As you may imagine, the combination of these two small people in one household can make for quite the challenge. It can be hard for us to get out the door. By the time I get one kid ready to go, the other one needs something, and then the first one again, and soon, it is nap time. There are always loads of laundry and dishes waiting to be washed or put away, assorted toys to be picked up, a floor in need of sweeping...but that's true for every home with kids and can be overwhelming enough on it's own. For us, there are always medical offices to call, insurance paperwork to wrangle, and records to keep track of. Scheduling of playdates and "mommy and me" classes has to coordinate with the therapy sessions and doctors appointments. I feel bad when I have to bow out of getting together with friends or family, but sometimes, I just don't have the energy to do anything more than collapse on the couch and watch tv.

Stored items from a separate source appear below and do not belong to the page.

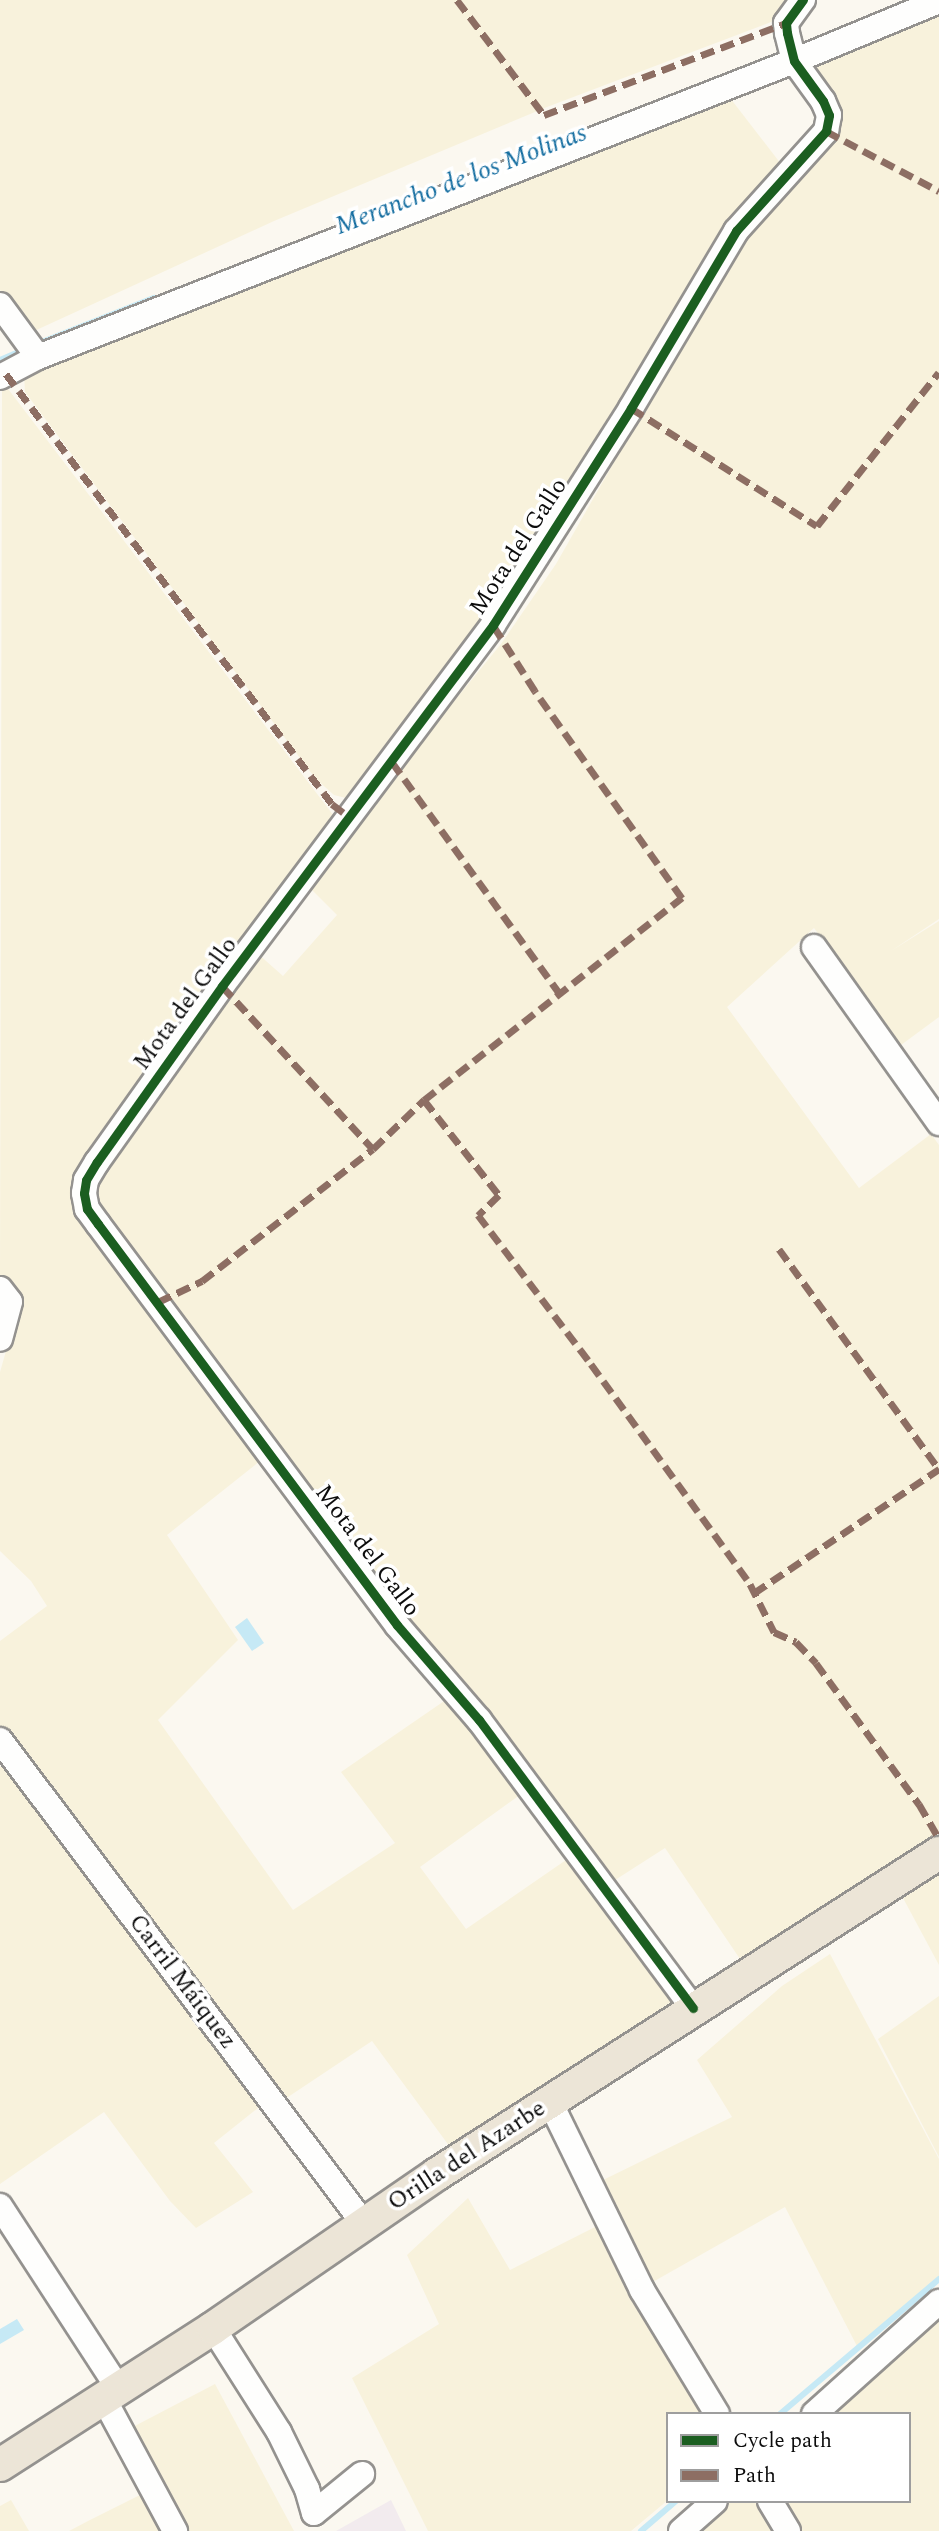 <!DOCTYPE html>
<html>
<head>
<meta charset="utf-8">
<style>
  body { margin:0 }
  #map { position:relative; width:939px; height:2531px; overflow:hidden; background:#fbf8f0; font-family:Spectral,serif }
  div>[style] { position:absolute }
  .industrial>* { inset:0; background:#f2ebee }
  .farmland>* { inset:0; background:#f8f2dc }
  .water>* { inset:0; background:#c6e9f5 }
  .stream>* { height:6px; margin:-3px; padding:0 3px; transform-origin:3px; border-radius:3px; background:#c6e9f5 }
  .roads { filter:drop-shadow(2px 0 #94928f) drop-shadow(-2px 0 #94928f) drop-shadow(0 2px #94928f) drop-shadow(0 -2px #94928f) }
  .minor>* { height:24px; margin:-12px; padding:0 12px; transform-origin:12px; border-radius:12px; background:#fefefd }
  .major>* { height:32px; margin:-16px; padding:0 16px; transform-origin:16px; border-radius:16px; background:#ece5d7 }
  .quiet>* { height:7px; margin-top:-3.5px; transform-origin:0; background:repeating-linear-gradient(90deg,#8d6e63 0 14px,transparent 0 21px) }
  .cycleway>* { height:9px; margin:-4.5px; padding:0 4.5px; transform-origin:4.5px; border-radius:4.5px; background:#1b5e20 }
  span { translate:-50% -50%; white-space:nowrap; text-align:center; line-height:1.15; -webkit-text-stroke:7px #fff; paint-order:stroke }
  .street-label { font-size:24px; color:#0c0c0c }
  .water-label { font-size:26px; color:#146da0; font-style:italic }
  .legend { position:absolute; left:666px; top:2412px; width:245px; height:91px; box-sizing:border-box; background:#fff; border:2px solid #9e9e9e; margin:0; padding:9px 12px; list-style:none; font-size:21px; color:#0c0c0c }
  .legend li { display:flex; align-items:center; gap:14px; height:35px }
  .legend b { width:35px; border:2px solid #9e9e9e }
</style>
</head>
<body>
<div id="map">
  <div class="industrial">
    <div style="clip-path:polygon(391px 2500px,406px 2531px,336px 2531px)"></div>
  </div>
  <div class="farmland">
    <div style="clip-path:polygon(0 0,792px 0,779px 19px,547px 107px,274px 221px,32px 332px,0 290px)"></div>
    <div style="clip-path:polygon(939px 7px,939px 919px,891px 951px,939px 921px,939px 1017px,901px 1045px,814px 928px,727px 1007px,859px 1188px,931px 1134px,939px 1145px,939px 1833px,740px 1959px,665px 1848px,612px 1882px,439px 1663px,98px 1212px,95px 1179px,257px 953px,283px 976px,337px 915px,305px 883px,501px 644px,556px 564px,740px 241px,822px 149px,843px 114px,836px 110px,810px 72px,815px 58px)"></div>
    <div style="clip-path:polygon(727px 94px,781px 164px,488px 622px,350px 799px,334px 795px,315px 778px,25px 392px,24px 374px)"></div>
    <div style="clip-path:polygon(2px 381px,337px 820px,76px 1188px,265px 1457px,167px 1535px,238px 1640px,158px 1720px,293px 1910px,395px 1843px,341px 1772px,450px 1697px,524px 1792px,420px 1867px,466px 1929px,566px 1860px,671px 2002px,450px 2147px,372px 2041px,282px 2101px,0 1729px,0 1641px,47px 1606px,31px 1581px,0 1551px,0 1372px,14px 1323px,10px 1289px,0 1276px)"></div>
    <div style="clip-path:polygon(6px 1762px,263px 2104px,214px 2143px,253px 2192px,196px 2228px,170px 2201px,104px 2112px,0 2184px,0 1767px)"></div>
    <div style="clip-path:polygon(939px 1875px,939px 1965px,903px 1898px)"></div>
    <div style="clip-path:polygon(830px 1954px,939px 2159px,939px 2277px,858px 2348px,785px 2207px,651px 2283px,603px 2180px,732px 2117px,697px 2060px,782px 1986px)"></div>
    <div style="clip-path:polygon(939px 1996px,939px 2157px,878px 2039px)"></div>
    <div style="clip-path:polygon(468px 2198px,510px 2270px,597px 2226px,704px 2414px,668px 2414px,668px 2500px,631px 2531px,428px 2531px,352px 2378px,439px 2324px,407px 2255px)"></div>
    <div style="clip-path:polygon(939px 2302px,939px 2531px,681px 2531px,715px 2501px,909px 2501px,909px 2414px,824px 2414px)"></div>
    <div style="clip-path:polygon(215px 2384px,294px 2531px,186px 2531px,129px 2429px)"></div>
    <div style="clip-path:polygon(144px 2493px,167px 2531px,69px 2531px,90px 2520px)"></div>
    <div style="clip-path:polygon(11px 2500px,29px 2531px,0 2531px,0 2506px)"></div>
  </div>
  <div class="water">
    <div style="clip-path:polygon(247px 1618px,264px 1643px,252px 1651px,235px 1627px)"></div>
    <div style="clip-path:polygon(17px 2319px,24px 2330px,0 2344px,0 2329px)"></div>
  </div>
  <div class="stream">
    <div style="left:37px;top:344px;width:126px;rotate:-21.5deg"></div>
    <div style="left:0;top:360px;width:26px;rotate:-23deg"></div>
    <div style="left:780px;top:2414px;width:209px;rotate:-40.3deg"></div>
    <div style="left:641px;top:2531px;width:46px;rotate:-40.6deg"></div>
  </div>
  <div class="roads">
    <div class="minor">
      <div style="left:0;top:305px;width:64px;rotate:53.8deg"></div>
      <div style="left:0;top:377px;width:43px;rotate:-27.8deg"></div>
      <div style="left:38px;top:357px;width:812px;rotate:-21.38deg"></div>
      <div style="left:794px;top:61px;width:157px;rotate:-22.5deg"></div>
      <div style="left:814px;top:947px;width:216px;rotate:54.6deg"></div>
      <div style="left:0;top:1289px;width:16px;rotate:52deg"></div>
      <div style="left:10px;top:1302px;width:38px;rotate:105deg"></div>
      <div style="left:0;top:1740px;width:606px;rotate:53.05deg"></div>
      <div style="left:693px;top:2008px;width:359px;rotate:-126.6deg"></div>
      <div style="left:479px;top:1720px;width:125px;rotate:-130.8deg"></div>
      <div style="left:397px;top:1625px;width:500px;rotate:-126.71deg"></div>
      <div style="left:98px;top:1224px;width:19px;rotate:-126deg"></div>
      <div style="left:87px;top:1209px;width:16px;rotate:-101deg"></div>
      <div style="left:84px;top:1193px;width:13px;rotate:-81deg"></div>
      <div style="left:86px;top:1180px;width:21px;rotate:-59deg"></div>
      <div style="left:97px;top:1162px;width:216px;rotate:-54.6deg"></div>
      <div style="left:222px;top:986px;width:451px;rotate:-53.1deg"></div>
      <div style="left:493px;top:625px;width:257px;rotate:-57.5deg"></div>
      <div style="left:631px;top:408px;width:206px;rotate:-59.3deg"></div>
      <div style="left:736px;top:231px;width:135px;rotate:-48deg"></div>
      <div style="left:826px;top:131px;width:16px;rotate:-79deg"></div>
      <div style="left:829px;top:115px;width:15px;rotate:-113deg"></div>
      <div style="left:823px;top:101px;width:49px;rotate:-125.9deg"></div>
      <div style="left:794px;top:61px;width:29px;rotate:-104deg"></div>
      <div style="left:787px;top:33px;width:10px;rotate:-96deg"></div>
      <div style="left:786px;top:23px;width:29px;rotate:-54deg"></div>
      <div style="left:550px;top:2102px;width:209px;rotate:63.9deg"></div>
      <div style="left:642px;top:2290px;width:145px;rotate:58.8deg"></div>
      <div style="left:0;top:2206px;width:218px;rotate:57deg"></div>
      <div style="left:213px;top:2328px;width:123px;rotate:57.6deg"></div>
      <div style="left:279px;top:2432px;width:64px;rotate:63.8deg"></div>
      <div style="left:307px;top:2489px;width:25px;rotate:74deg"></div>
      <div style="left:314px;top:2513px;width:62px;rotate:-39.1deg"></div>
      <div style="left:104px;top:2399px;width:150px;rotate:61.7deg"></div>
      <div style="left:814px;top:2414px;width:168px;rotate:-41.9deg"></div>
      <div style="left:770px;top:2501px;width:35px;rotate:59deg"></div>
      <div style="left:681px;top:2531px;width:45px;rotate:-41.4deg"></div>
    </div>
    <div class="major">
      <div style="left:0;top:2465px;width:253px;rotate:-32.7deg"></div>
      <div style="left:213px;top:2328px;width:272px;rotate:-34.5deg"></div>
      <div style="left:437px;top:2174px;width:596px;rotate:-32.6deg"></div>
    </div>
  </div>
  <div class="quiet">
    <div style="left:457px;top:0;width:144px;rotate:52.9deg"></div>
    <div style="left:544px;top:115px;width:259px;rotate:-20.8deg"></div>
    <div style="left:826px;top:131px;width:128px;rotate:28deg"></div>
    <div style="left:6px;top:374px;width:540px;rotate:52.83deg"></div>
    <div style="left:332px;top:804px;width:20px;rotate:37deg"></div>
    <div style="left:631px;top:408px;width:220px;rotate:32.4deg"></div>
    <div style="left:817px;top:526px;width:196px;rotate:-51.6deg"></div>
    <div style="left:392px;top:762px;width:286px;rotate:54.1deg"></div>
    <div style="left:222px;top:986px;width:222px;rotate:47.2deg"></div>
    <div style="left:373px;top:1149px;width:71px;rotate:-43.9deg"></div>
    <div style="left:424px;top:1100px;width:121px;rotate:51.7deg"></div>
    <div style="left:499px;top:1195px;width:29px;rotate:136deg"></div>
    <div style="left:478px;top:1215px;width:187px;rotate:52.8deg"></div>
    <div style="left:591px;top:1364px;width:271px;rotate:54.1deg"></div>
    <div style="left:750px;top:1584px;width:54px;rotate:63.4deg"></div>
    <div style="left:774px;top:1632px;width:24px;rotate:24deg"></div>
    <div style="left:796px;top:1642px;width:29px;rotate:46deg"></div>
    <div style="left:816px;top:1663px;width:175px;rotate:53.9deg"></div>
    <div style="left:919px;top:1804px;width:39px;rotate:60deg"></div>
    <div style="left:424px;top:1100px;width:328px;rotate:-38.1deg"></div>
    <div style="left:682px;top:898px;width:254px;rotate:-125.4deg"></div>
    <div style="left:535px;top:691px;width:78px;rotate:-122.5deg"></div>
    <div style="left:779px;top:1249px;width:272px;rotate:54deg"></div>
    <div style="left:158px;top:1302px;width:49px;rotate:-25.5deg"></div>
    <div style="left:202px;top:1281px;width:216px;rotate:-37.7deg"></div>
    <div style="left:754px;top:1593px;width:223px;rotate:-33.8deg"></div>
  </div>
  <div class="cycleway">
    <div style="left:693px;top:2008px;width:359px;rotate:-126.6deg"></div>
    <div style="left:479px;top:1720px;width:125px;rotate:-130.8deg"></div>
    <div style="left:397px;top:1625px;width:500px;rotate:-126.71deg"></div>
    <div style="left:98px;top:1224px;width:19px;rotate:-126deg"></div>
    <div style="left:87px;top:1209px;width:16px;rotate:-101deg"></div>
    <div style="left:84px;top:1193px;width:13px;rotate:-81deg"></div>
    <div style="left:86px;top:1180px;width:21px;rotate:-59deg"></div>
    <div style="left:97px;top:1162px;width:216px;rotate:-54.6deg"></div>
    <div style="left:222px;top:986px;width:451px;rotate:-53.1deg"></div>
    <div style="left:493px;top:625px;width:257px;rotate:-57.5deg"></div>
    <div style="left:631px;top:408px;width:206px;rotate:-59.3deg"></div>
    <div style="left:736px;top:231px;width:135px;rotate:-48deg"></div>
    <div style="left:826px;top:131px;width:16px;rotate:-79deg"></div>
    <div style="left:829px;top:115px;width:15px;rotate:-113deg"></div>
    <div style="left:823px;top:101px;width:49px;rotate:-125.9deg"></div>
    <div style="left:794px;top:61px;width:29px;rotate:-104deg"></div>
    <div style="left:787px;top:33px;width:10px;rotate:-96deg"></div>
    <div style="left:786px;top:23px;width:29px;rotate:-54deg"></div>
  </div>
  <div class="street-label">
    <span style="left:519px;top:547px;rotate:-57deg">Mota del Gallo</span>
    <span style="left:186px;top:1004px;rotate:-54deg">Mota del Gallo</span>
    <span style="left:367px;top:1551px;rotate:53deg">Mota del Gallo</span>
    <span style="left:182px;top:1982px;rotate:53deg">Carril Máiquez</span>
    <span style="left:467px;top:2156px;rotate:-33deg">Orilla del Azarbe</span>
  </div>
  <div class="water-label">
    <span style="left:461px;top:180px;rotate:-21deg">Merancho de los Molinas</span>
  </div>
  <ul class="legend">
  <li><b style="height:9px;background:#1b5e20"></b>Cycle path</li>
  <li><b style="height:9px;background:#8d6e63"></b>Path</li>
  </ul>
</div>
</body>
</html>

I have my own needs too. I have never been someone to sit around doing nothing for very long, and I have always been a very engaged person, involved in several activities at once. To retain my sense of self amidst all this responsibility to my children, I am involved in a variety of groups, most of which support moms and/or their children. I also try to take time to do healthy things to relieve my stress, provide a sense of accomplishment, and stay intellectually engaged: reading, mentoring, web design, and mud runs. 

It is difficult to balance taking care of the kids, and the house, and myself. Some days I want to scream, throw things, and pull my hair out. Other days I want to run away. Fortunately, I have a wonderful, sweet, involved husband and caring, supportive friends and family.  Everyday, I'm glad I can be there for both my kids and try my best to meet all their needs, special or not.